Vukosa, of Los Angeles, will face Aaron Brink of Huntington Beach, in Brink’s professional debut. Quezada, of Bakersfield, will meet Emanuel Laurents, of Los Angeles, who is also making his pro debut.
Also on the card: Rita Valantini of Los Angeles in her debut against Kim Reed (1-3) in a women’s featherweight bout; Sergio Espinoza (5-0) against Jose Rico (2-1) in a junior featherweight fight; Ulises Caballeros (3-0) versus Frankie Rios (1-0) in a junior middleweight fight; and welterweight Alfonso Gomez (2-1) against an opponent to be determined.
First bout is at 7:30; tickets, priced at $25 and $35, can be purchased at the Marriott.
Golf
Charles Howell III was named the PGA Tour’s rookie of the year after winning $1.52 million in prize money.
Bob Gilder was named rookie of the year on the Senior PGA Tour after finishing eighth on the money list with $1.68 million.
Howell, 22, made the cut in 20 of 24 starts this year and had five top-10 finishes.
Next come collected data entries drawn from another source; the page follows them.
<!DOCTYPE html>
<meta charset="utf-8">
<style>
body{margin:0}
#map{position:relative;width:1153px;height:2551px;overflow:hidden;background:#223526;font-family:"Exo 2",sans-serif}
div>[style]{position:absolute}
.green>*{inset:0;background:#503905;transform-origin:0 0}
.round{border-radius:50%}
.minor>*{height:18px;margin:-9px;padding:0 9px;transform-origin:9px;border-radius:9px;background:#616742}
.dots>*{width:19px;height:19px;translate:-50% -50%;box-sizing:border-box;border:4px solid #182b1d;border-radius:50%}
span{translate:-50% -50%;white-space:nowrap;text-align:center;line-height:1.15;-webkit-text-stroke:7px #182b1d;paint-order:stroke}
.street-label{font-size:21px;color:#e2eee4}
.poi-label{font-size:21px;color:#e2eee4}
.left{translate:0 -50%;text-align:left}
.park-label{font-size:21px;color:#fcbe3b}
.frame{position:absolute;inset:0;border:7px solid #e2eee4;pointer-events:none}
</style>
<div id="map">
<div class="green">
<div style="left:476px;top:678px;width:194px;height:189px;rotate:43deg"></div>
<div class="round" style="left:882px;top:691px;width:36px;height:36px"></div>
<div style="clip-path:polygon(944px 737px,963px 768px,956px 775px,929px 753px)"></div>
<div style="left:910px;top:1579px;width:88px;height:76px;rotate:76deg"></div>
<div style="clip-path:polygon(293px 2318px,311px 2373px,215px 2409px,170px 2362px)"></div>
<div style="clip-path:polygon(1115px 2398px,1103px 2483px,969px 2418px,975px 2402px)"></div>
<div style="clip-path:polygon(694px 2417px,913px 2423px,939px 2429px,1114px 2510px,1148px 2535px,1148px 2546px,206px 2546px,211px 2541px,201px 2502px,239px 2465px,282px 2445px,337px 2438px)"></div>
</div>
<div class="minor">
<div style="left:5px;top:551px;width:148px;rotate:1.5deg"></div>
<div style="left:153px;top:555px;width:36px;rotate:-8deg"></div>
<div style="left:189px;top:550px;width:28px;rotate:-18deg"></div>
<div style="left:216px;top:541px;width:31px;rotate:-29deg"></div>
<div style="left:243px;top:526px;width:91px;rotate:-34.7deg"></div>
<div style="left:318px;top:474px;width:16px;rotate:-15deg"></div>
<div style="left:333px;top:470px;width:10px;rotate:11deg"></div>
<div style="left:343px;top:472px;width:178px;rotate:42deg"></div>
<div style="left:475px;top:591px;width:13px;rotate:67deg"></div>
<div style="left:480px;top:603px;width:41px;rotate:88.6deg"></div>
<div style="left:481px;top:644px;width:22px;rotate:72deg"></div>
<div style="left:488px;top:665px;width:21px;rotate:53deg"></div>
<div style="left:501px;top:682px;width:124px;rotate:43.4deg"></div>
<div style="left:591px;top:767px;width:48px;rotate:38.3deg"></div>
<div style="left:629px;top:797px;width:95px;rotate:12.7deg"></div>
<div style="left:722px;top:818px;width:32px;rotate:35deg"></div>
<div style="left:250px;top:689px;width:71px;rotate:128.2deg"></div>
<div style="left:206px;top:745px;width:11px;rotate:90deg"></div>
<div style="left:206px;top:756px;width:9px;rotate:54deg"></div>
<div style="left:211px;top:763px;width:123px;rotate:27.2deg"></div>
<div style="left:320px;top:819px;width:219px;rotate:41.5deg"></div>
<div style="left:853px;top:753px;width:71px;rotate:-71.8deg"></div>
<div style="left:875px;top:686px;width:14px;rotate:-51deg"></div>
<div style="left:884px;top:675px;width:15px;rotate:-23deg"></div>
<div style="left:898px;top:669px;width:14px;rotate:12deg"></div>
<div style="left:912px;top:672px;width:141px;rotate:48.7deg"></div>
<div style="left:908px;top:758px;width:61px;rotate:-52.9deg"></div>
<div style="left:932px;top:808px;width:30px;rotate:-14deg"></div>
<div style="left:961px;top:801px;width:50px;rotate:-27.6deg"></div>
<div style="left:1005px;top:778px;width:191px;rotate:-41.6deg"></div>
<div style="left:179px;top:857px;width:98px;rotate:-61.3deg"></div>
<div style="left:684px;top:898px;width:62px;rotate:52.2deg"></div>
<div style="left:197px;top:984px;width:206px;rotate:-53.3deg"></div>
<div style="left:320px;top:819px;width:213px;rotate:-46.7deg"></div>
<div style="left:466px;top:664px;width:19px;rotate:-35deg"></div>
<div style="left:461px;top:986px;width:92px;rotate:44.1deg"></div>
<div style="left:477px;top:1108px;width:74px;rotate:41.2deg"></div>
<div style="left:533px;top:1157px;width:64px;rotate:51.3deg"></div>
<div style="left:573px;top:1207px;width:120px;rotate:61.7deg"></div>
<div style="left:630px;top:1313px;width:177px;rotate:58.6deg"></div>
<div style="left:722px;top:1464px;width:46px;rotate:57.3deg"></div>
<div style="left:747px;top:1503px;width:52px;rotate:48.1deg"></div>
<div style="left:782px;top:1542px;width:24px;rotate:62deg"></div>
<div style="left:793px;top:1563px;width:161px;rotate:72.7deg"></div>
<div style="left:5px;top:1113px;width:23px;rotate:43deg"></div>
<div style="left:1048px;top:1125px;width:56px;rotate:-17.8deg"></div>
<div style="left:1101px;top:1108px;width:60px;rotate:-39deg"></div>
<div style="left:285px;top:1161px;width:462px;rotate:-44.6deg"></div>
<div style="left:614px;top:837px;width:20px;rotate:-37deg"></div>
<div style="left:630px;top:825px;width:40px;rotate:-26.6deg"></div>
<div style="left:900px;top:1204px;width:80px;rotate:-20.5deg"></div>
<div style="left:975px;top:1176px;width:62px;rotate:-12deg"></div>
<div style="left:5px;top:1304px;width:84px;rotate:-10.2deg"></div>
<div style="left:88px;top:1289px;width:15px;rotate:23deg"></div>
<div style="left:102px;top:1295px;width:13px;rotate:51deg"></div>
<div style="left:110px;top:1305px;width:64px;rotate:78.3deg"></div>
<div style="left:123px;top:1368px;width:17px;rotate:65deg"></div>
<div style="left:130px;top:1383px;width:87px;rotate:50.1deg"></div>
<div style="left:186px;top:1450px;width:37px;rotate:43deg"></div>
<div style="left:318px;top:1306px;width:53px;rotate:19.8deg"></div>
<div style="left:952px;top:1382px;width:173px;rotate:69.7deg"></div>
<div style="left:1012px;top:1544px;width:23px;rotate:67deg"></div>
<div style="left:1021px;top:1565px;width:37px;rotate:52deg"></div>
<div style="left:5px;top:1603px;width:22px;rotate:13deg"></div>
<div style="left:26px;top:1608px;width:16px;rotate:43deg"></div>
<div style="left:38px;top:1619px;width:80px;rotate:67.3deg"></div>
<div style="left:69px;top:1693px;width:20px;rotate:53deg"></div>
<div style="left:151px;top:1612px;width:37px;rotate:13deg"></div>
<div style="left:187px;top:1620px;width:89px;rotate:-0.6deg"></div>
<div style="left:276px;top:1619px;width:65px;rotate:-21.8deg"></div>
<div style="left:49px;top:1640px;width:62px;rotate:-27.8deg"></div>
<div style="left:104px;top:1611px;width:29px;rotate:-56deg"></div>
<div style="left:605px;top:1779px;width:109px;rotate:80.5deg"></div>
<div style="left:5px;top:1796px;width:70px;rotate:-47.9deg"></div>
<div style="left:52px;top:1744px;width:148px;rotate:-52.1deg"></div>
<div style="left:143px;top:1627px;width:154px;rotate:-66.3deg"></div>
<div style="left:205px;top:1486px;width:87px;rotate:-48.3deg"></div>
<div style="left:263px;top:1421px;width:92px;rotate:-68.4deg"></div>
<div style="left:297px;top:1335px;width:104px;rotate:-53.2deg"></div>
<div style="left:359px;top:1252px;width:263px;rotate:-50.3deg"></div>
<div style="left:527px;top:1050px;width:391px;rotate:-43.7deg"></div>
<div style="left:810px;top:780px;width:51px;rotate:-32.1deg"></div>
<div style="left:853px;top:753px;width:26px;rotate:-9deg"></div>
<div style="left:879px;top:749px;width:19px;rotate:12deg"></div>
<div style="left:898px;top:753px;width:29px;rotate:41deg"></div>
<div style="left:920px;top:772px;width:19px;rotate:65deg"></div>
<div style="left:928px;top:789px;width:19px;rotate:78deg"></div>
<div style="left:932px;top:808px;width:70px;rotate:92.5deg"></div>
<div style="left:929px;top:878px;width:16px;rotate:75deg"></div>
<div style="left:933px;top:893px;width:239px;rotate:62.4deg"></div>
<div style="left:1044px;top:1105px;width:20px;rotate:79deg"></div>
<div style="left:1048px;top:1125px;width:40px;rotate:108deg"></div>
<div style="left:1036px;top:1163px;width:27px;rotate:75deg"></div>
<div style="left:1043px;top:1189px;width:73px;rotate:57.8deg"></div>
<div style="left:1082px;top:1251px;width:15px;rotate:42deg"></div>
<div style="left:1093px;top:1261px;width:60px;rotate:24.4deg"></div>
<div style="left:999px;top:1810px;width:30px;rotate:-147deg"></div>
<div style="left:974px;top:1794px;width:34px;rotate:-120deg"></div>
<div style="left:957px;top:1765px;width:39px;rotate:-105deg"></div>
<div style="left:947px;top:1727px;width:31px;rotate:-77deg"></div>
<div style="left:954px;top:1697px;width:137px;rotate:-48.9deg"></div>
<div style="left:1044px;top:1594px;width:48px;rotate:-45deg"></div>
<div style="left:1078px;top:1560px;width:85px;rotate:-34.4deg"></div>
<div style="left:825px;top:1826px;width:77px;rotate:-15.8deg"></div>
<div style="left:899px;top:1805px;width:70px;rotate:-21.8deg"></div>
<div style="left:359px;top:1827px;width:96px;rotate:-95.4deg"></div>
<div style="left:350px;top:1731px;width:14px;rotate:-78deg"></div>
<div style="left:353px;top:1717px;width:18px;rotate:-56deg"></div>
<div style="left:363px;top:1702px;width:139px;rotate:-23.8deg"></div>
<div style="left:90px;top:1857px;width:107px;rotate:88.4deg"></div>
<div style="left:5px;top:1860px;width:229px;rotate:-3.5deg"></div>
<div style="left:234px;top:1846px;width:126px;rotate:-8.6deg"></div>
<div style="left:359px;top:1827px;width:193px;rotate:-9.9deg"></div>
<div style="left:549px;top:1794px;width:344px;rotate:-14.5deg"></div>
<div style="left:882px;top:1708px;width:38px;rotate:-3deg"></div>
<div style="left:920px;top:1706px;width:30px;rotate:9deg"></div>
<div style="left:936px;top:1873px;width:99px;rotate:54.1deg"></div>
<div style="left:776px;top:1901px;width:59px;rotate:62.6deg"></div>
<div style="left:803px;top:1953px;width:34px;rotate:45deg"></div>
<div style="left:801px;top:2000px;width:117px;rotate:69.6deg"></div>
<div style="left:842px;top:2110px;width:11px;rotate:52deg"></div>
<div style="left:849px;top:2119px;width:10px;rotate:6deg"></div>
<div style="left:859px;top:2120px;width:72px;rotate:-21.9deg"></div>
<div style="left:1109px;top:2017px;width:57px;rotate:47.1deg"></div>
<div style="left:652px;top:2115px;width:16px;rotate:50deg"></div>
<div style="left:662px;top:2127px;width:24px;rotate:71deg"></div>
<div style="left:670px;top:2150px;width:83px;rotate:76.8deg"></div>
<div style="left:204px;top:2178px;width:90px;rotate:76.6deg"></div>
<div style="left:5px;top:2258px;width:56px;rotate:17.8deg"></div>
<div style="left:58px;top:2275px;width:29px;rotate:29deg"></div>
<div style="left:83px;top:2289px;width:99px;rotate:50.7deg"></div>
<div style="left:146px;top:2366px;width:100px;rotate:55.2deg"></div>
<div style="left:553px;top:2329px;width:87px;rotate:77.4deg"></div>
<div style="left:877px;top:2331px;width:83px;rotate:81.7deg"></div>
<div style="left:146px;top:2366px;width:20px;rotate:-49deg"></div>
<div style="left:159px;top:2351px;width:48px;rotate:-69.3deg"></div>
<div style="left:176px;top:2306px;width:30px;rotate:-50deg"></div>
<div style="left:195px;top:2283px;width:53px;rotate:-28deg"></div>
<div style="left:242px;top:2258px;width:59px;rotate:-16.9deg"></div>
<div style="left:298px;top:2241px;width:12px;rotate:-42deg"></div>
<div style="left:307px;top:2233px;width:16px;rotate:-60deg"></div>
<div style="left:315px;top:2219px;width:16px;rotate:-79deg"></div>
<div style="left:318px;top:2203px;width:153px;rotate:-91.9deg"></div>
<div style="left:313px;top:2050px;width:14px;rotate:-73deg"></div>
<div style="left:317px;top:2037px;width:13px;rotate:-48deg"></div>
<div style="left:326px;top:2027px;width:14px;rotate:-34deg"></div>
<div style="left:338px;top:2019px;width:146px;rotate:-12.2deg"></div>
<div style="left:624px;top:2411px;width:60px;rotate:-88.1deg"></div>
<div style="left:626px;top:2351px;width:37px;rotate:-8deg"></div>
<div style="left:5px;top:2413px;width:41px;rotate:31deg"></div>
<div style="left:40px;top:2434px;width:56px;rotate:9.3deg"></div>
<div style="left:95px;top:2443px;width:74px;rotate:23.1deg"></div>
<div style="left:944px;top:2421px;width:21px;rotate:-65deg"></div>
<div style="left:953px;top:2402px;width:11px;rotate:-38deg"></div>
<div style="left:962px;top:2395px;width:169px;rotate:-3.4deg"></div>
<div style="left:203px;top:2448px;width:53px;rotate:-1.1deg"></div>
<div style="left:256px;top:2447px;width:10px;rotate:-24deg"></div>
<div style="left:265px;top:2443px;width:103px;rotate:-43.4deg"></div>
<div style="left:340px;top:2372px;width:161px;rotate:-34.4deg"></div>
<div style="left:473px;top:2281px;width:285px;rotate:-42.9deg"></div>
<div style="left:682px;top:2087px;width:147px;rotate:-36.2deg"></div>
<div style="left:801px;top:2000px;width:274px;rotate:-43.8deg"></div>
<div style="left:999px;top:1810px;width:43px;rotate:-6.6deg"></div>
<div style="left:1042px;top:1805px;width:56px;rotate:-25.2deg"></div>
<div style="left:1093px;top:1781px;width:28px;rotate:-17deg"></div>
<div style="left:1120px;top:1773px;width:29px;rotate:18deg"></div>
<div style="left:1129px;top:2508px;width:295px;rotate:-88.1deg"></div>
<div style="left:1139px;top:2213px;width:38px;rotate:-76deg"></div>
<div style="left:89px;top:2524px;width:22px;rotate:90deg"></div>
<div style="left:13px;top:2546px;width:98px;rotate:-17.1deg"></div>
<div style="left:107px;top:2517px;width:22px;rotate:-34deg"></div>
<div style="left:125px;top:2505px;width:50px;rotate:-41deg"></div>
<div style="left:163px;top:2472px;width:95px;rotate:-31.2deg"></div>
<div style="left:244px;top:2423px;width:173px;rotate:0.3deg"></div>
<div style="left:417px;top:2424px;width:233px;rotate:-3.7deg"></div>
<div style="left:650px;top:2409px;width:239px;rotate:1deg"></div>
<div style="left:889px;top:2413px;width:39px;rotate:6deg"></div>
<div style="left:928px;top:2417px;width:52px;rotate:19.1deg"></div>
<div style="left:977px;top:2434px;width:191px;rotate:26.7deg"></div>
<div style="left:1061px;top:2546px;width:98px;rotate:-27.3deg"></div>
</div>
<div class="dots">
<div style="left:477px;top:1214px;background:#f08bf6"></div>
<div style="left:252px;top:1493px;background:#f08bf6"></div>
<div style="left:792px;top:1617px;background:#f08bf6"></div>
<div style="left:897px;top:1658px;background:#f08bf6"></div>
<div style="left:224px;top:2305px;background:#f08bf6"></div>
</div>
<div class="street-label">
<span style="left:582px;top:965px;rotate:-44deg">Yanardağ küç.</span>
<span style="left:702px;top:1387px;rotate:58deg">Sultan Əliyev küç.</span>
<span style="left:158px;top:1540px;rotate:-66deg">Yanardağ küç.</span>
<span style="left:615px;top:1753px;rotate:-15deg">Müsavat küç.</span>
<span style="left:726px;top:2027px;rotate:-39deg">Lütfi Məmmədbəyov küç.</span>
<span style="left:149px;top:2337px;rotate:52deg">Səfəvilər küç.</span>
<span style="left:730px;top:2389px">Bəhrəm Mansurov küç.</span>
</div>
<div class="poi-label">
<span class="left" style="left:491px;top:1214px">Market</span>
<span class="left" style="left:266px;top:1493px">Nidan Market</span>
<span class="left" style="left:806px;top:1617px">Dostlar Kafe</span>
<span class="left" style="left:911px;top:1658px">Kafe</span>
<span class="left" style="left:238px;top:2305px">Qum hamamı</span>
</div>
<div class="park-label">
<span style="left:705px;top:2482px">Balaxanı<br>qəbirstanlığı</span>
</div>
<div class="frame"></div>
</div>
His best outing came in July at the Greater Milwaukee Open, where he lost in a playoff to Shigeki Maruyama.
Gilder, 50, won the Verizon Classic in February and the Senior Tour Championship in October.
Joe Durant, 37, was named the PGA Tour’s comeback player of the year.
Jurisprudence
The illness that left Al Unser Jr.’s daughter paralyzed from the waist down wasn’t diagnosed quickly enough, a lawsuit contends.
Intensive steroid therapy was ordered too late “to have any therapeutic value” for Cody Unser, according to a complaint filed Dec. 5 in district court in Albuquerque against Presbyterian Hospital and Dr. Michael C. Shannon.
A Massachusetts law firm filed the lawsuit on behalf of Cody and her mother, Shelley.
The daughter of the two-time Indianapolis 500 winner became ill Feb. 5, 1999. The rare disease was diagnosed the next day as transverse myelitis.
If the therapy had been started faster, “Cody’s injuries would have been significantly minimized or completely avoided,” the lawsuit said.
Soccer
Surprise leader Newcastle stayed three points ahead at the top of the English Premier League with a 3-0 win over neighbor Middlesbrough at London. Also, Robbie Fowler scored three goals in Leeds’ 3-0 win at Bolton and defending champion Manchester United beat Everton, 2-0.
Former MLS coach Thomas Rongen was hired as coach of the U.S. under-20 soccer team.
Passings
Sports agent Richie Bry, who represented Darryl Strawberry among others, died of a heart attack at 67 in St. Louis (Story, B section). ... Hank Soar, a longtime American League umpire, died at 87 in Pawtucket, R.I. (Story, B section). ...
Bobby “Cotton” Gallimore, a jockey in the 1960s and more recently a trainer, died at 62 in Hot Springs, Ark. Gallimore died of cancer Friday. ... Tom McBride, an outfielder on the Boston Red Sox team that lost to St. Louis in the 1946 World Series, died at 87 in Wichita Falls, Texas.